- _What to work on_:
From the listing below, copy out every line where the word "content" appears.

- _Information_:
━━━━━━━━━━

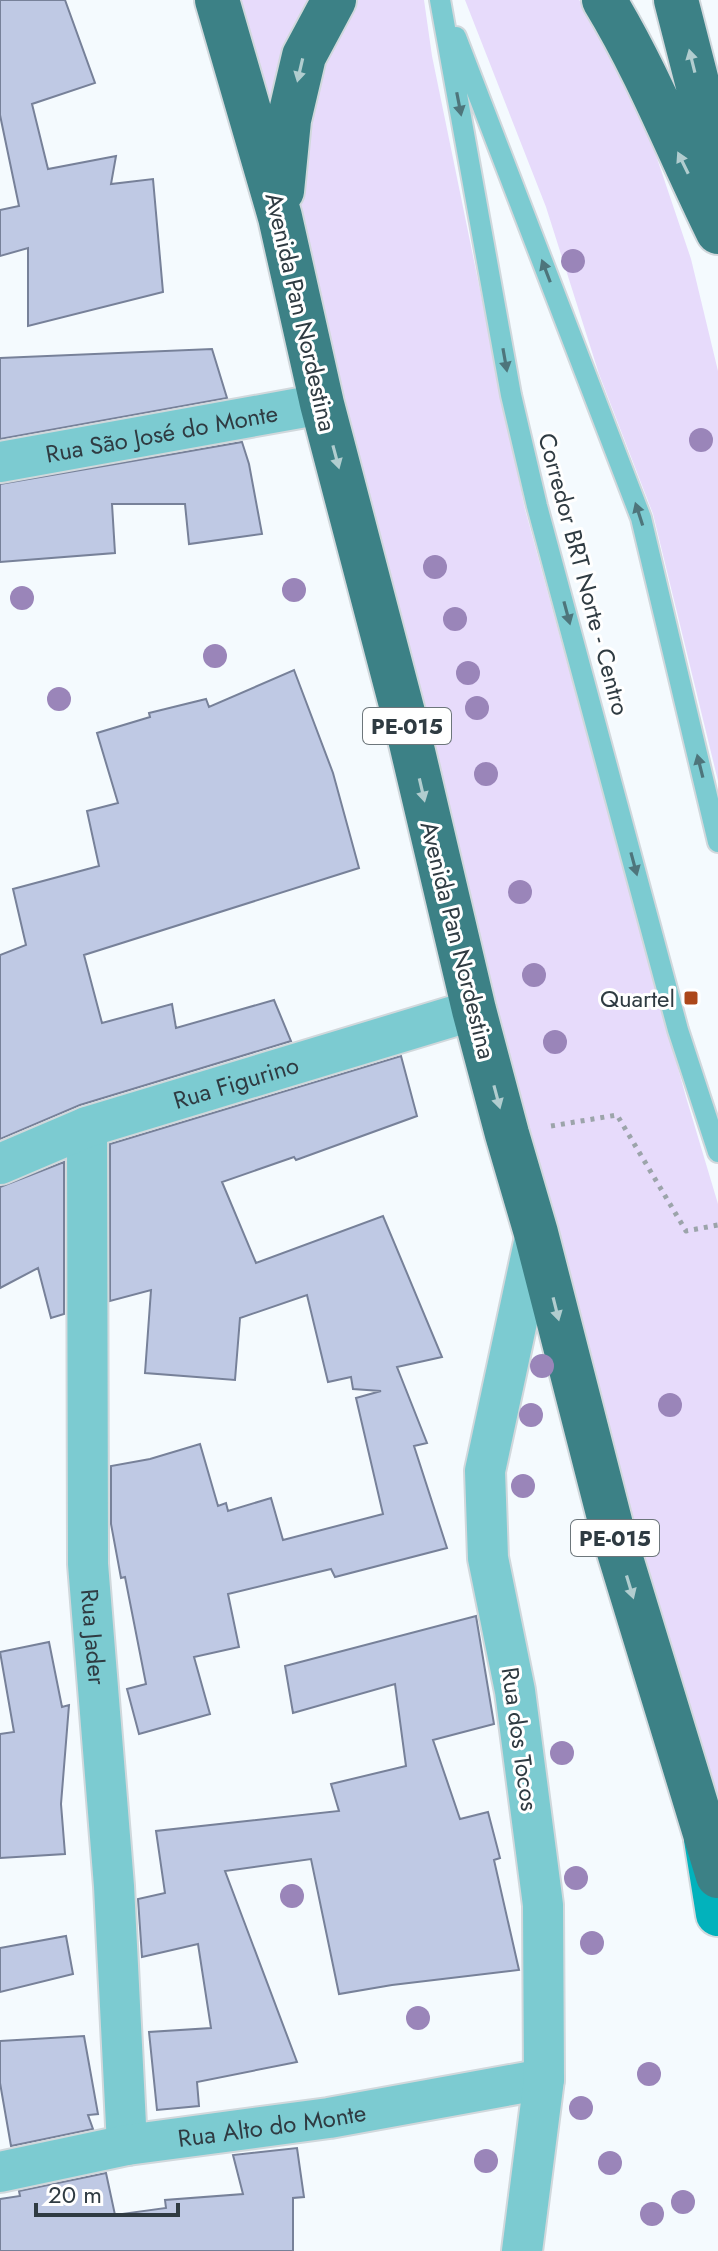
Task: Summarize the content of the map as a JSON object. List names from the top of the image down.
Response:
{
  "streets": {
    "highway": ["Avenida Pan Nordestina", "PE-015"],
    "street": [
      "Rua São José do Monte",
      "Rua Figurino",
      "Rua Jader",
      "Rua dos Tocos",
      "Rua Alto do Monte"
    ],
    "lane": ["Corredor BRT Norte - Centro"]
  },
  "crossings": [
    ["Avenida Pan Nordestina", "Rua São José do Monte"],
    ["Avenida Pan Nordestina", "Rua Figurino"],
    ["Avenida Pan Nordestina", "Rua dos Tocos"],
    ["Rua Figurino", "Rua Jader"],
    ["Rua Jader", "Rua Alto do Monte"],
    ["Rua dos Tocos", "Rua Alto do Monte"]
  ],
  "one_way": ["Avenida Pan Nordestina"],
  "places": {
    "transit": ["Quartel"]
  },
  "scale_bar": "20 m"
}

━━━━━━━━━━

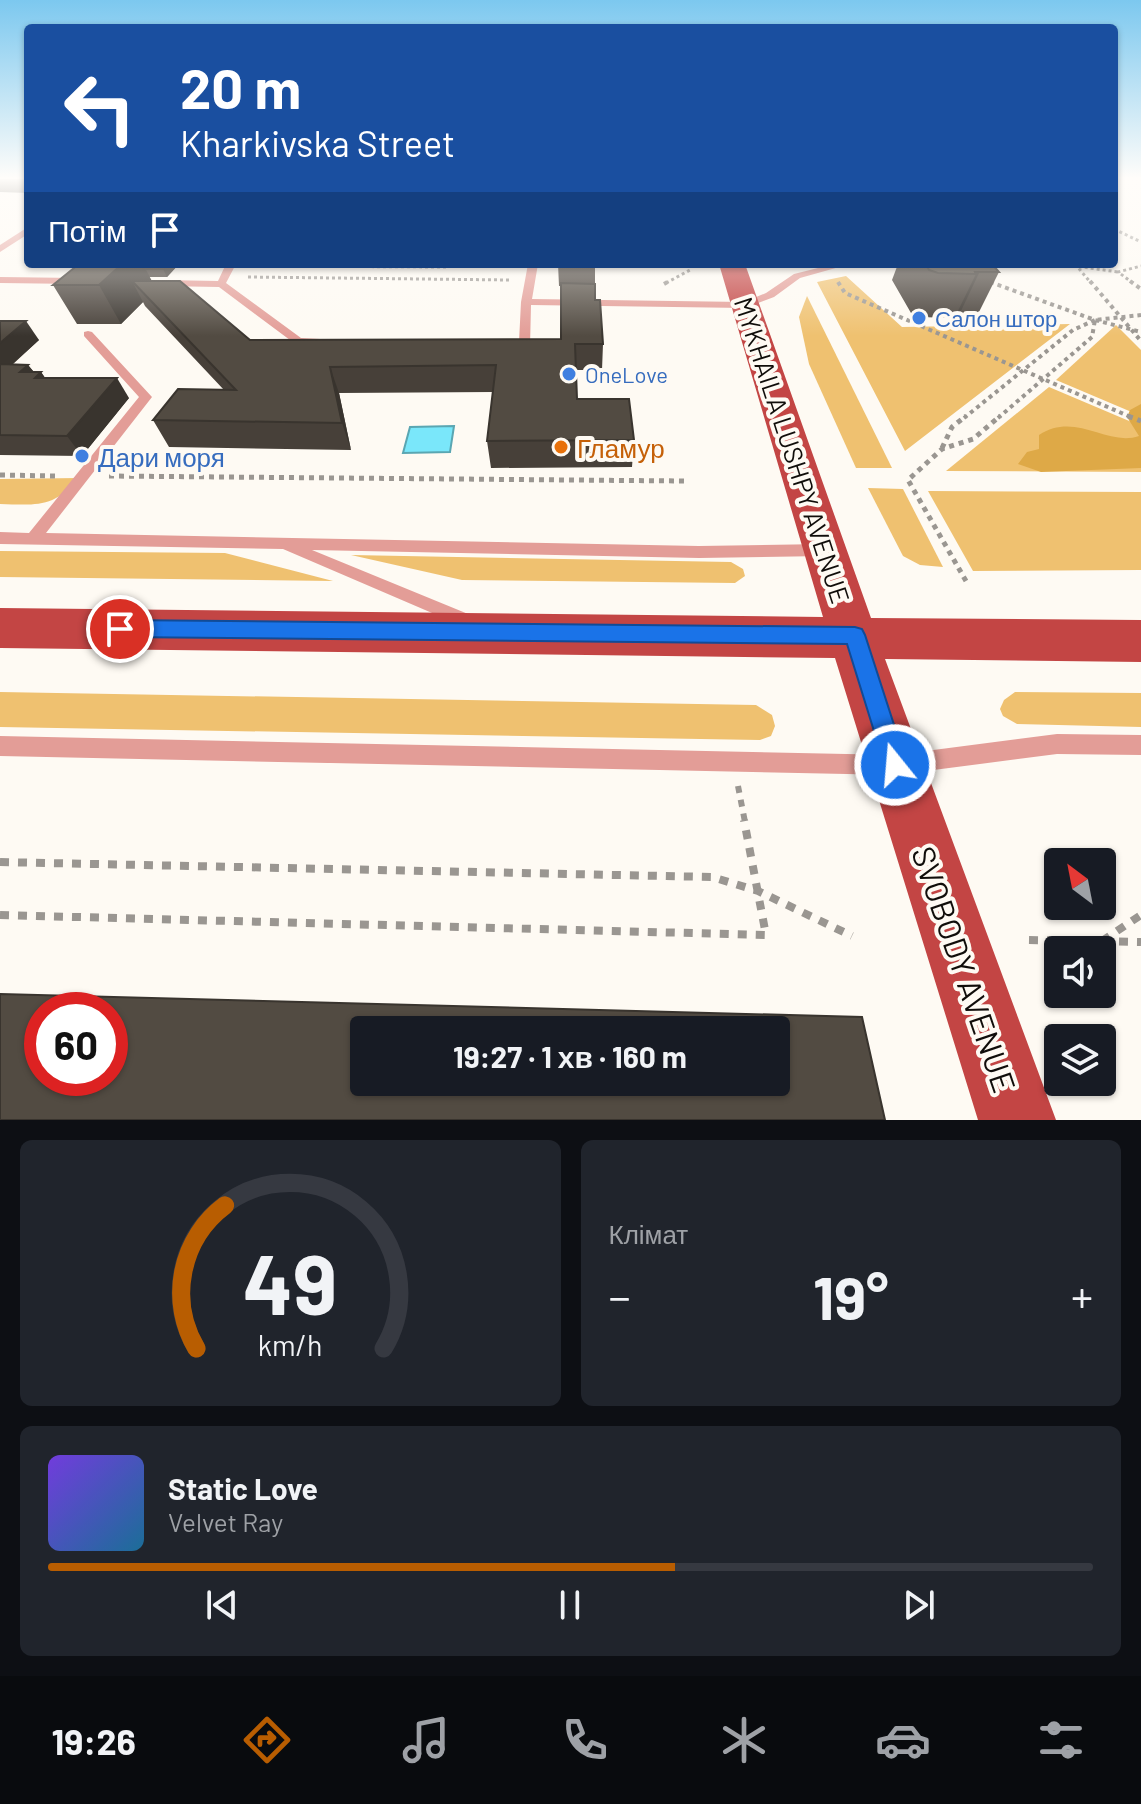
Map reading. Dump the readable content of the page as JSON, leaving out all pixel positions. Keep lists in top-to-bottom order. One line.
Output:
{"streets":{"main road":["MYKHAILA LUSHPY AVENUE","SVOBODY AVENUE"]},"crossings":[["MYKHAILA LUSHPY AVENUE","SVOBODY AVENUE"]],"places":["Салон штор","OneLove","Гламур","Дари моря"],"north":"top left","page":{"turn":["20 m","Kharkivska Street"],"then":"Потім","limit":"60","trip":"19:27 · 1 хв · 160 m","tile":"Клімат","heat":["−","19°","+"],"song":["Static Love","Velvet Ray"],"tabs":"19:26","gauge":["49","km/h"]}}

━━━━━━━━━━

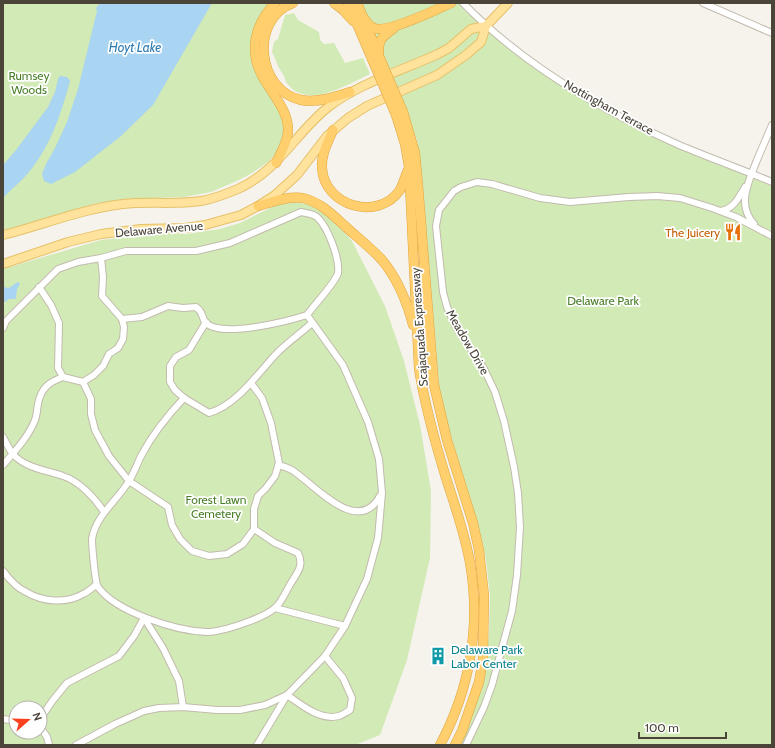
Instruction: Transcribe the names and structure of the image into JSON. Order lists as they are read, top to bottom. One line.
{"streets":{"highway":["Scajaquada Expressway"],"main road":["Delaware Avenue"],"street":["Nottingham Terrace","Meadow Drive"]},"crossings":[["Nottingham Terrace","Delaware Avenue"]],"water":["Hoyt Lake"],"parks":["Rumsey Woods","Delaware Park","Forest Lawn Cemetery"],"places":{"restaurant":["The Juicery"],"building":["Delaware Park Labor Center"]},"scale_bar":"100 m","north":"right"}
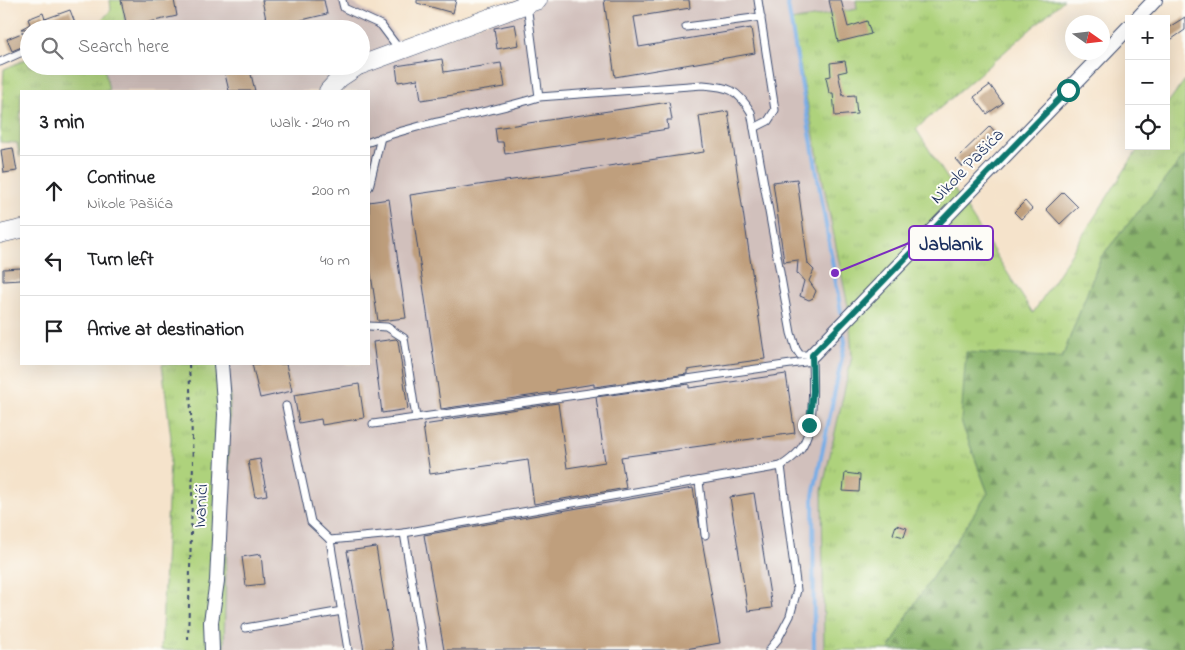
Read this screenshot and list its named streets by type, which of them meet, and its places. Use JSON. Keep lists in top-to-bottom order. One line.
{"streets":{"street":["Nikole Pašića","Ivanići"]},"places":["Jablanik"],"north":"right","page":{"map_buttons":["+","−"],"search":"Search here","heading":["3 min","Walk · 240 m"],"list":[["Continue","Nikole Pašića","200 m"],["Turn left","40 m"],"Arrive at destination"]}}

━━━━━━━━━━

- _Response area_:
Task: Summarize the content of the map as a JSON object. List names from the top of the image down.
Map reading. Dump the readable content of the page as JSON, leaving out all pixel positions. Keep lists in top-to-bottom order. One line.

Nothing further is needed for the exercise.